If that particular agglomeration happens to be "generous" in Mr. Salzman's eyes, good for the next crop of would-be Americans. If the agglomeration changes and becomes "anti-immigrant," that will be the way it is for the next period in this great agglomeration's history. It will be, though, jhust as valid, for "vox populi, vox dei."
4.7.2011 | 8:05am
Chris says:
Mr. Rev. Dr. Saltzman (did I get one that you like in there?),

Preliminarily, I should point out that I loved the previous essay and shared it with a number of friends and family. It is sad that this one -- more force, less winsomeness -- was necessary; the tone of the first was pitch-perfect.

That said, you do make pretty explicit two of the big three problems in our current immigration policy -- exclusive focus on enforcement without acknowledgement of the human realities and downright absurdism regarding how our policies for legal immigrants are enforced. If anyone doubts that the good Mr. Rev. Dr.'s examples are representative, I urge you to find someone to talk to who married a foreigner; I have never met one who did not have to do some crazy thing at CIS's order.

The third major problem with our immigration policy, though, is just as important and does not seem to draw as much attention: we only allow in legally people who either (a) are exclusively qualified for a job here or (b) have immediate family members who are here.

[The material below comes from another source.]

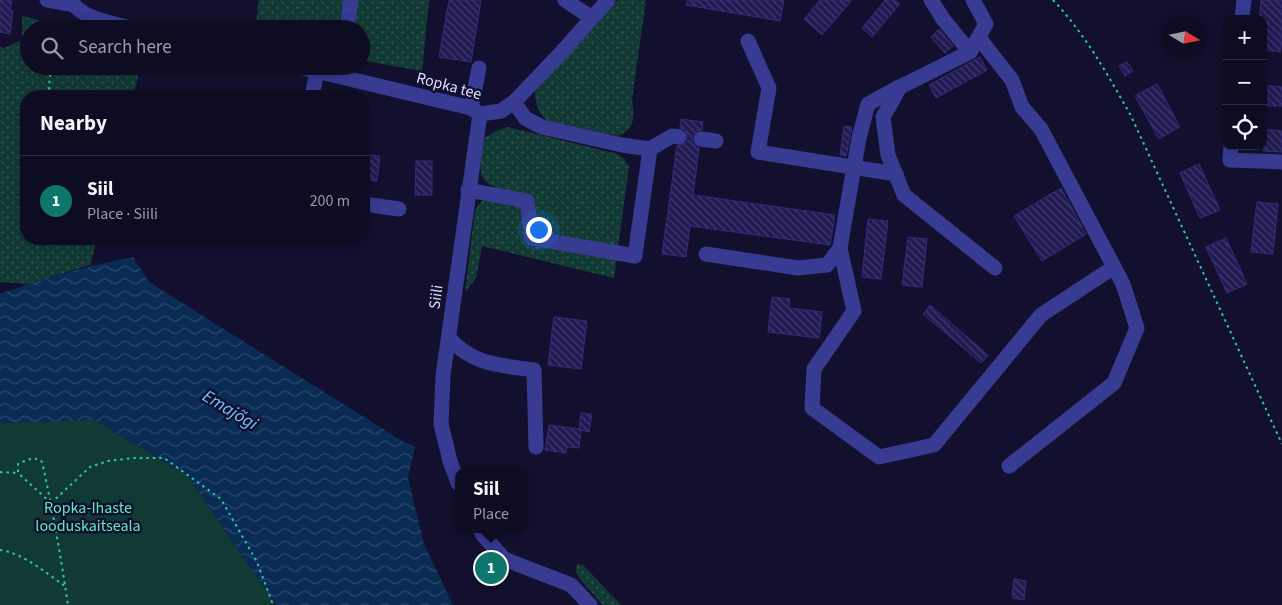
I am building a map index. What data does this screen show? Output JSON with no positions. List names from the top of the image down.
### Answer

There is literally no other path to legal immigration, and the vast majority of people here illegally had no legal way to get to the US even if they had been so inclined.

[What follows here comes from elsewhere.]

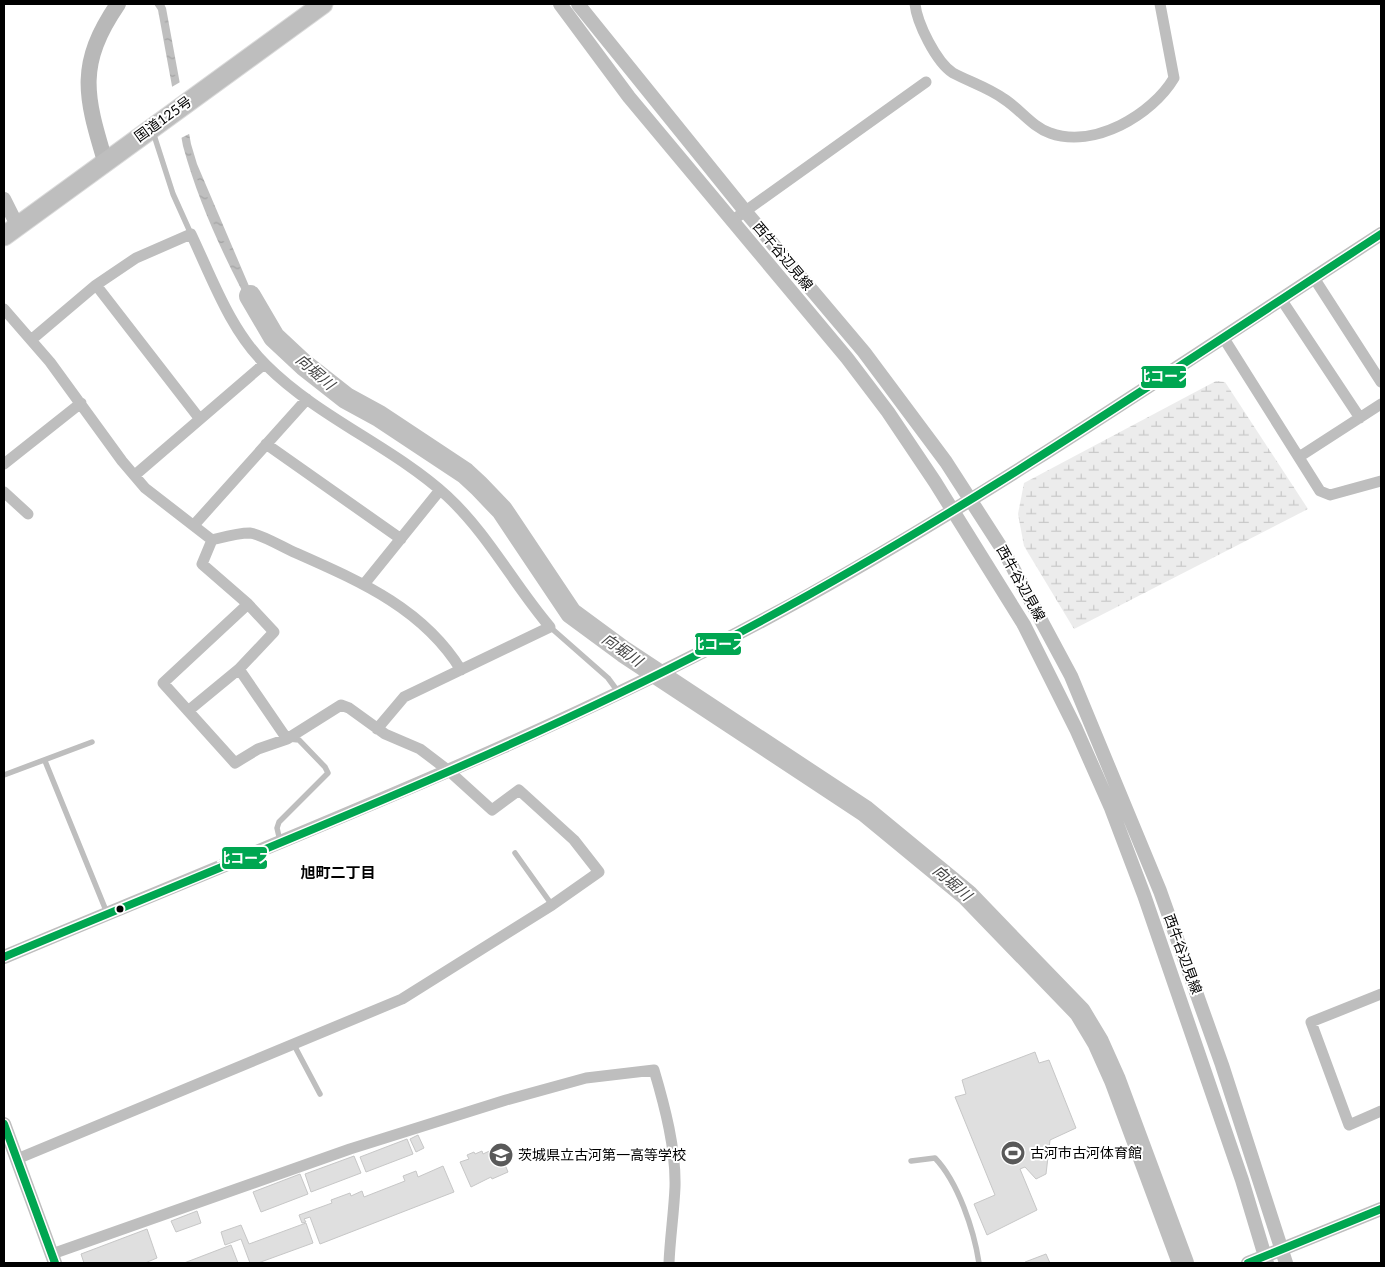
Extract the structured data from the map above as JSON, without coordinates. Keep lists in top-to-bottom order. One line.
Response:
{"streets":{"highway":["国道125号"],"street":["西牛谷辺見線"]},"districts":["旭町二丁目"],"water":["向堀川"],"places":{"sports":["古河市古河体育館"],"school or university":["茨城県立古河第一高等学校"]},"lines":["transit line 北コース"]}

There is another side to that issue to: it means we take legally the skilled and successful of other nations -- robbing them of the people who might help the nation develop economically -- while refusing to take those who are dirt poor but willing to work hard, unless they have a family member living here. This does not take seriously any obligation -- whose existence I'm sure some "conservatives" with no knowledge of history would dispute -- on the part of richer nations to offer opportunities to those with none in their homelands, which is a very different kind of thing than offering opportunity to those who already have it there because those people more greatly enhance our economy.
4.7.2011 | 9:10am
Let's imagine, just for fun, that all of the immigrants now in these United States illegally were well-scrubbed, blonde, blue-eyed Canadian Protestants who were happy to trim our lawns, flip our hamburgers, sweep our floors and paint our houses for less than minimum wage and little fussiness about IRS records. I wonder how many heavy breathers on the Right would be so eager to round 'em up and ship 'em out.

Now let's imagine that those millions who are really already here illegally (i.e. the brown skinned Hispanic Catholics) were all known with certitude to become inflexible pro-life Republicans the moment they were able to vote. I wonder how many heavy breathers on the Left would lose their zeal to let 'em all stay and make 'em citizens.

There are many reasons we cannot find a solution to our immigration problems, and few of us, I suspect, are as ruthlessly honest about our own fears and loathings as we ready to be about the fears and loathings of those on the other side of the debate. In such a pass, a little winsome forcefulness is a very good thing.
4.7.2011 | 9:52am
Joe says:
Winsomely foreceful or not I find it suprising that so many have taken exception to your arguments. From a purely economic perspective considering the idea that each individual offers a value to society in that they can produce more than they consume (an idea prevalent in recent Pro-life legislation), and considering that many come to this country specifically to produce i.e. work, it only seems to be in our economic interest to bring them into our society. Now I understand that many are lower income and thus would be eligible for social welfare programs etc. and that our society cannot support them. To that I respond if we find value in supporting certain members of our society already I believe we can extend that value to those who for all intents and purposes want to be a part of that society and contribute to it. The major arguments against incoporating them into society seem to parallel those morally tenuous arguments that warn of overpopulation to a point that the land and society cannot support.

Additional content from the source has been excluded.